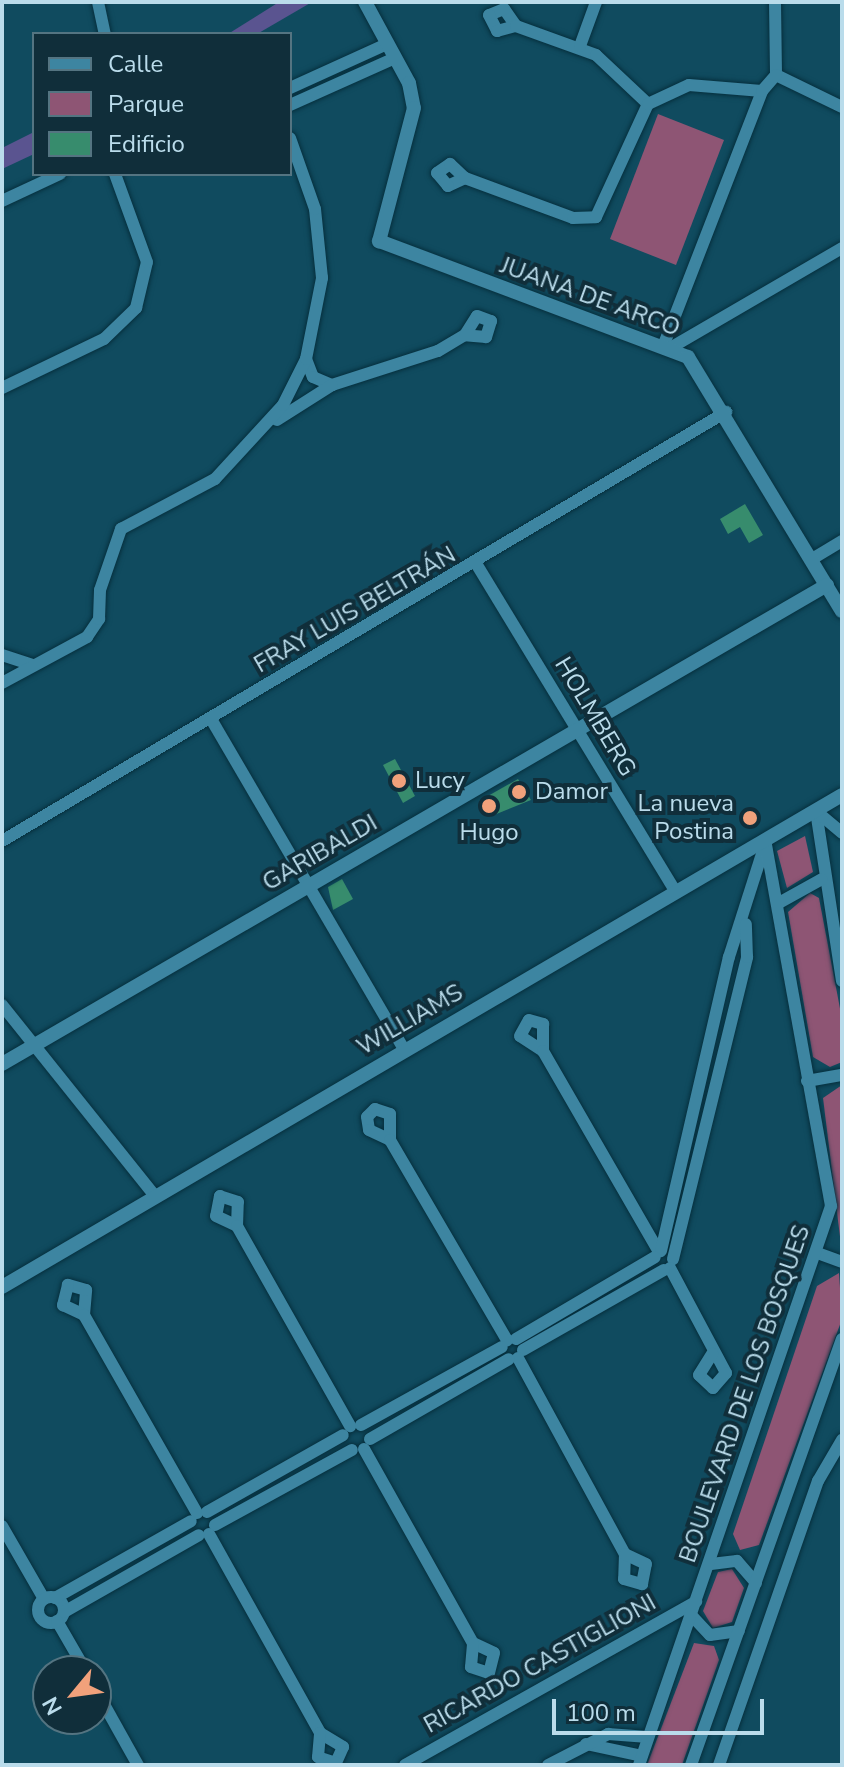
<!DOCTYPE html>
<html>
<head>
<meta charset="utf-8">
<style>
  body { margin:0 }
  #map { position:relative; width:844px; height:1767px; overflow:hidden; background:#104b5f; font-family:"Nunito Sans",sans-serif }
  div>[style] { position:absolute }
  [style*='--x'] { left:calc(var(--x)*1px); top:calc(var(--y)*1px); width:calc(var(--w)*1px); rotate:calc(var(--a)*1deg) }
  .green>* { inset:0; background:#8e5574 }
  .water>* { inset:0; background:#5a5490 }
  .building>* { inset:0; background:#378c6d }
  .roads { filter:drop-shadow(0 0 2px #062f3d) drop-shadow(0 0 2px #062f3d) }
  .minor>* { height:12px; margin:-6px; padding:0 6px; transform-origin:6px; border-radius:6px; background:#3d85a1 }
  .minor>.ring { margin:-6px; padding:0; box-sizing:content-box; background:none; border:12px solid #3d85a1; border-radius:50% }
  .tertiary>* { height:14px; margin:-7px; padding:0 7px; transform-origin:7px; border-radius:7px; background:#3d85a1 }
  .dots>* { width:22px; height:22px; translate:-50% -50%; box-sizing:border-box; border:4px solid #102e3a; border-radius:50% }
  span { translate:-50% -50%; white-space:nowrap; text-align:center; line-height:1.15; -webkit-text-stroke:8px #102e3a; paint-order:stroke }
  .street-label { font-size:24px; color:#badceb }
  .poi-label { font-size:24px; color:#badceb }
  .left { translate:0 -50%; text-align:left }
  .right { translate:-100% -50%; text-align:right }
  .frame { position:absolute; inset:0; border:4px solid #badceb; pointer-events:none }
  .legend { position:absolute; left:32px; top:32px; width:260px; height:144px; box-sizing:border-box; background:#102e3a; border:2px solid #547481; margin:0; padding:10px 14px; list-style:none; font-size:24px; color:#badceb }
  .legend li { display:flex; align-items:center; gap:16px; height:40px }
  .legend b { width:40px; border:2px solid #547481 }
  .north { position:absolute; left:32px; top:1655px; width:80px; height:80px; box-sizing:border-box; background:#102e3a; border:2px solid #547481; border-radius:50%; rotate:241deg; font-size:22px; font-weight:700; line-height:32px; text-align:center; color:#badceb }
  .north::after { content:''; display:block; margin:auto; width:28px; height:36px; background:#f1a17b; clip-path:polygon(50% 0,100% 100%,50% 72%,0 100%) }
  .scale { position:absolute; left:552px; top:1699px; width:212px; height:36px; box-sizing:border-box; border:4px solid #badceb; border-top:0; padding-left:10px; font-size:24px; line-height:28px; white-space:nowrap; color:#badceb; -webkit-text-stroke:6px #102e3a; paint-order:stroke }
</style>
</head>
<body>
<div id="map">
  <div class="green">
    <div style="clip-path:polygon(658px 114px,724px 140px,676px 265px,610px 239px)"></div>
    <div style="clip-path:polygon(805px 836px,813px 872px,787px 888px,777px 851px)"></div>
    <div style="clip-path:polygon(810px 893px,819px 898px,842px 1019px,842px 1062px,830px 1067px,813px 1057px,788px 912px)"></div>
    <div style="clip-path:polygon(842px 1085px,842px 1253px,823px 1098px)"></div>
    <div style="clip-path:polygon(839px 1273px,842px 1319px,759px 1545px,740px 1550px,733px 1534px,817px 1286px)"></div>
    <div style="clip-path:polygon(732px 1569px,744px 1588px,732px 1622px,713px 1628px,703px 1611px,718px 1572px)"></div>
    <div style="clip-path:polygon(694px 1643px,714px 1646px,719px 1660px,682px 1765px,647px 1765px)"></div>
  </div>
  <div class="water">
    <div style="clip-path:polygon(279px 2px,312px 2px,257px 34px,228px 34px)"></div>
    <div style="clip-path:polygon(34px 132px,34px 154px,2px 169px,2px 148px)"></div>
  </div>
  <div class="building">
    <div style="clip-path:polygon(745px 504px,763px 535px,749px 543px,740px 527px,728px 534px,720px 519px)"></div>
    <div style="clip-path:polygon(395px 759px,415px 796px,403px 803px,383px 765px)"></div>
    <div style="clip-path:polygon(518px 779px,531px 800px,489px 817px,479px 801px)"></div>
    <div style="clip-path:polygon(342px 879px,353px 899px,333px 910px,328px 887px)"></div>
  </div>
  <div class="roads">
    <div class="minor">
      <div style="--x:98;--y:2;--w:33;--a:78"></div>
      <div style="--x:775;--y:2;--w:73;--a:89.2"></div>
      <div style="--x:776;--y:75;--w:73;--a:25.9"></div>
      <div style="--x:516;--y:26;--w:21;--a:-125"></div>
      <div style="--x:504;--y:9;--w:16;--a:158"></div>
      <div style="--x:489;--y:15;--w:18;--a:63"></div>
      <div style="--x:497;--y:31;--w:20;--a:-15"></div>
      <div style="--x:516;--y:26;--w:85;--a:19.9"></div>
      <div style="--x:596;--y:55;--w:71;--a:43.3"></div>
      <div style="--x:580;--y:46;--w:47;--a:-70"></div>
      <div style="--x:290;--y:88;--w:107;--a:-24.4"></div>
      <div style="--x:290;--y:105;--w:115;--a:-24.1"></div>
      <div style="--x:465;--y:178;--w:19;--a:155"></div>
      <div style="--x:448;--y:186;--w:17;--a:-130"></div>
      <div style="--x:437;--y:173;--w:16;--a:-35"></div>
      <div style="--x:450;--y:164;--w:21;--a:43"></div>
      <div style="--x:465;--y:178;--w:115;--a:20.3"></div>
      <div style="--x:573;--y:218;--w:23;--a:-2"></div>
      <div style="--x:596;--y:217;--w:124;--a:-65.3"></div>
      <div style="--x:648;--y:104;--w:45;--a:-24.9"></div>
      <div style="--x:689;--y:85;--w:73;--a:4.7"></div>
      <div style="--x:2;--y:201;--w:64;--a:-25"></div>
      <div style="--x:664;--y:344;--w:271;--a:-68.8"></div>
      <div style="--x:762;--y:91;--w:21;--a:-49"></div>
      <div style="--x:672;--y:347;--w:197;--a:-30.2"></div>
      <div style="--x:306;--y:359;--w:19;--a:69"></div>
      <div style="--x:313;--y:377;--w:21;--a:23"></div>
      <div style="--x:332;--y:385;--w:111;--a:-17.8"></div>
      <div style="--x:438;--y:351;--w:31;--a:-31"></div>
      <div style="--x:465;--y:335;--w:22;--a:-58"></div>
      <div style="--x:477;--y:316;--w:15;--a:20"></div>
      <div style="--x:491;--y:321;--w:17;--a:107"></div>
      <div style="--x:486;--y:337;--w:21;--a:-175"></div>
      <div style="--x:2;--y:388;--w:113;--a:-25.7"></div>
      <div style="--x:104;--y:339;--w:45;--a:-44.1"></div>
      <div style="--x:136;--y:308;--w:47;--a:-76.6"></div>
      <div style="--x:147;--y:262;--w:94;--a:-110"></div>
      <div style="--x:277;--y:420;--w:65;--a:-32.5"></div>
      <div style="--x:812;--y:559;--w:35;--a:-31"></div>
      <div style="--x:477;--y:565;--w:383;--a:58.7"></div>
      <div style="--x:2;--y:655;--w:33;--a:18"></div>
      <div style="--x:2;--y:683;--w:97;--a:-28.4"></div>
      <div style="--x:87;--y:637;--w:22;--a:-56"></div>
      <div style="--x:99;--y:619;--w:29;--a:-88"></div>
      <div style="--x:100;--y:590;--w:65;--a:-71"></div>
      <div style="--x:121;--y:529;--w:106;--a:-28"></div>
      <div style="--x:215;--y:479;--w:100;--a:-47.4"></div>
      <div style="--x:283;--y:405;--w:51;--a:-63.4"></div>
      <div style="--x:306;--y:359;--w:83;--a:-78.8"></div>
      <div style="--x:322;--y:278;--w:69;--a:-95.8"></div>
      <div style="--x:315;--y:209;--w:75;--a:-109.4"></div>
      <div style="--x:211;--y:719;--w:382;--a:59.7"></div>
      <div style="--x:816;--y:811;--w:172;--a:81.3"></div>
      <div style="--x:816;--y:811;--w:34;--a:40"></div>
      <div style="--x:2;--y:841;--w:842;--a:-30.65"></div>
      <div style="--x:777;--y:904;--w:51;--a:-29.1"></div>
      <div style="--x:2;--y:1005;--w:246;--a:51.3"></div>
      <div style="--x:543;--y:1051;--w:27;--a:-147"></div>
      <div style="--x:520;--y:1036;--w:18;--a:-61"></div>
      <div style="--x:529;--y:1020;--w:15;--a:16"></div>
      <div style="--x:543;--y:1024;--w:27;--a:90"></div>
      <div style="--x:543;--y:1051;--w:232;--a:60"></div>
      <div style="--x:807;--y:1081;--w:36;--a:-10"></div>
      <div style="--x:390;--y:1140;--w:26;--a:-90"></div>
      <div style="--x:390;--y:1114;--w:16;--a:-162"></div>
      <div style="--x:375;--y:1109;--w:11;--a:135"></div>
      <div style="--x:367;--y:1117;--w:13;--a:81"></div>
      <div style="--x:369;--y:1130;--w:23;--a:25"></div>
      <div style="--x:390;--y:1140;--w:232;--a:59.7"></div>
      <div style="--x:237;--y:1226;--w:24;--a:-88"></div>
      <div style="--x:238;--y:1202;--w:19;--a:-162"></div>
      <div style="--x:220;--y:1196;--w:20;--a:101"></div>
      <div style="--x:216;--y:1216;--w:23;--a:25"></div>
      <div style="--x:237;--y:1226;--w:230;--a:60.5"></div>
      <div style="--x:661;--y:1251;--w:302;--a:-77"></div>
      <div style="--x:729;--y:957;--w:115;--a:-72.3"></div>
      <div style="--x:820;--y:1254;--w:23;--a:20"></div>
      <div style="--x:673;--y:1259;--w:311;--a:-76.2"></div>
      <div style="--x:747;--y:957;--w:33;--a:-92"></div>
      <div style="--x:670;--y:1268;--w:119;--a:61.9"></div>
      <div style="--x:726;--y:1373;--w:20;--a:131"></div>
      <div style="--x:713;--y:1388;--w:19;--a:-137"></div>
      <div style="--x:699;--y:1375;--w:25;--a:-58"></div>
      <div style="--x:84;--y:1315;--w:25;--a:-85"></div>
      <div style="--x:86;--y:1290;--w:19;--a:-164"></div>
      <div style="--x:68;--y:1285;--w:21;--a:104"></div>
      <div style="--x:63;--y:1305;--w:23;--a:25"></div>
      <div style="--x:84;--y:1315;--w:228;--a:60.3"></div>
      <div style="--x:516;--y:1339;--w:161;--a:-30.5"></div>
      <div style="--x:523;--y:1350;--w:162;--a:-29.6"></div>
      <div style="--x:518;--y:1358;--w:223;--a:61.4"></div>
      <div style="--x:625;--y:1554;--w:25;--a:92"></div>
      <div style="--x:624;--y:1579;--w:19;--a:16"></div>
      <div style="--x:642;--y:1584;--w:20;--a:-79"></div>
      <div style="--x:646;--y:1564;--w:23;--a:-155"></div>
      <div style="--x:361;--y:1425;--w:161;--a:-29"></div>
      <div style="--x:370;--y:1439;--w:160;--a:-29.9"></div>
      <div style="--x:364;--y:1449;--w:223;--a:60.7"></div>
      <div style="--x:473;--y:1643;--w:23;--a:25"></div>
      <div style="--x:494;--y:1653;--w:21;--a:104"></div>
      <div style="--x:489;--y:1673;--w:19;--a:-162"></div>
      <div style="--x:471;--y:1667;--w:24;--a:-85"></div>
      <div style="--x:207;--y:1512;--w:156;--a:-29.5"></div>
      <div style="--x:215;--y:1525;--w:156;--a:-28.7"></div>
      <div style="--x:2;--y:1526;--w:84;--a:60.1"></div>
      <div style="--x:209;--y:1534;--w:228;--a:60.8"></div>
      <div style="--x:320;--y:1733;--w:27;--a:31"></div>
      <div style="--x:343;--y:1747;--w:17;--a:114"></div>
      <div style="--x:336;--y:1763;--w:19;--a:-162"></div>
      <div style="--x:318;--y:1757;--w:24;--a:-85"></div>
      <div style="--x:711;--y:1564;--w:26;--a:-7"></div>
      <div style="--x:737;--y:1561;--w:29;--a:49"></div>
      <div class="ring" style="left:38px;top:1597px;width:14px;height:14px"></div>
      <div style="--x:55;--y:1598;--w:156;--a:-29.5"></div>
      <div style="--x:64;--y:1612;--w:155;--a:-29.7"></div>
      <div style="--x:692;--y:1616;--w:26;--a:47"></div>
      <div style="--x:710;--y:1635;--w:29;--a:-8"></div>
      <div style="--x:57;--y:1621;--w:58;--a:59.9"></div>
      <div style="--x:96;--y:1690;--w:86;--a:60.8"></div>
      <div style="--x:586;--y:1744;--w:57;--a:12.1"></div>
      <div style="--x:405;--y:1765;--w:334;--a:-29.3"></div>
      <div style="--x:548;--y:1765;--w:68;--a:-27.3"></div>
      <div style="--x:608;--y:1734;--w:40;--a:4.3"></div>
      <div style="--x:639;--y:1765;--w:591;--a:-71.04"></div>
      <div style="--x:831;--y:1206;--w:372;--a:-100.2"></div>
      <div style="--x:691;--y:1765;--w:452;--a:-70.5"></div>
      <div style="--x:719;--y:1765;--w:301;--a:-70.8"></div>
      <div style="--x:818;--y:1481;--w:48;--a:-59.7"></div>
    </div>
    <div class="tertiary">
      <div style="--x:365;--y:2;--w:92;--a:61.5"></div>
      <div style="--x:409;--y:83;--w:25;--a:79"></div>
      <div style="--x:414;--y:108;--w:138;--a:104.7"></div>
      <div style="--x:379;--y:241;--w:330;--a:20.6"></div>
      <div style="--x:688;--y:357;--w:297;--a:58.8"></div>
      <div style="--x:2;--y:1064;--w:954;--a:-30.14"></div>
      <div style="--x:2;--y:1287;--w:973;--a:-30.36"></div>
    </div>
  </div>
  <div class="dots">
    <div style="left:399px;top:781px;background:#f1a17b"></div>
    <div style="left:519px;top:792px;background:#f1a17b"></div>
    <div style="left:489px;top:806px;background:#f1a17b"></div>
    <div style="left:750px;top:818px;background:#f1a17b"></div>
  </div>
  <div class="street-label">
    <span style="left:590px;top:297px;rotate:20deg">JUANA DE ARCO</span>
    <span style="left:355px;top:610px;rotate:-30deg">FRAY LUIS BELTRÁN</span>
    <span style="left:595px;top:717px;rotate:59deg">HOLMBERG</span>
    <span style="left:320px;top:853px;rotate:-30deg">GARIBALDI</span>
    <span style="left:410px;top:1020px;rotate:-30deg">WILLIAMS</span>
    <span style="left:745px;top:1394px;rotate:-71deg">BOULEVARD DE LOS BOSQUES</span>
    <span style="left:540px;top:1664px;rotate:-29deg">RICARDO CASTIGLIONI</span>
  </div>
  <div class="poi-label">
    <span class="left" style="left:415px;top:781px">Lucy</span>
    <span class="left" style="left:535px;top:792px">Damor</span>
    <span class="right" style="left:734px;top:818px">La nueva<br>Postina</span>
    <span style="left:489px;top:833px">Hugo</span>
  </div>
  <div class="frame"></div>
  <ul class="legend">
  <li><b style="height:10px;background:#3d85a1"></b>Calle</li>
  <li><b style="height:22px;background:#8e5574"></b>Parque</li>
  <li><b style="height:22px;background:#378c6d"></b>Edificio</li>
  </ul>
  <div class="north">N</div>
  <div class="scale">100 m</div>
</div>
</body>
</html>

☆ ☆ ☆ ☆

Going through the data above, return each line with the word "transform".

Solution ::
  .minor>* { height:12px; margin:-6px; padding:0 6px; transform-origin:6px; border-radius:6px; background:#3d85a1 }
  .tertiary>* { height:14px; margin:-7px; padding:0 7px; transform-origin:7px; border-radius:7px; background:#3d85a1 }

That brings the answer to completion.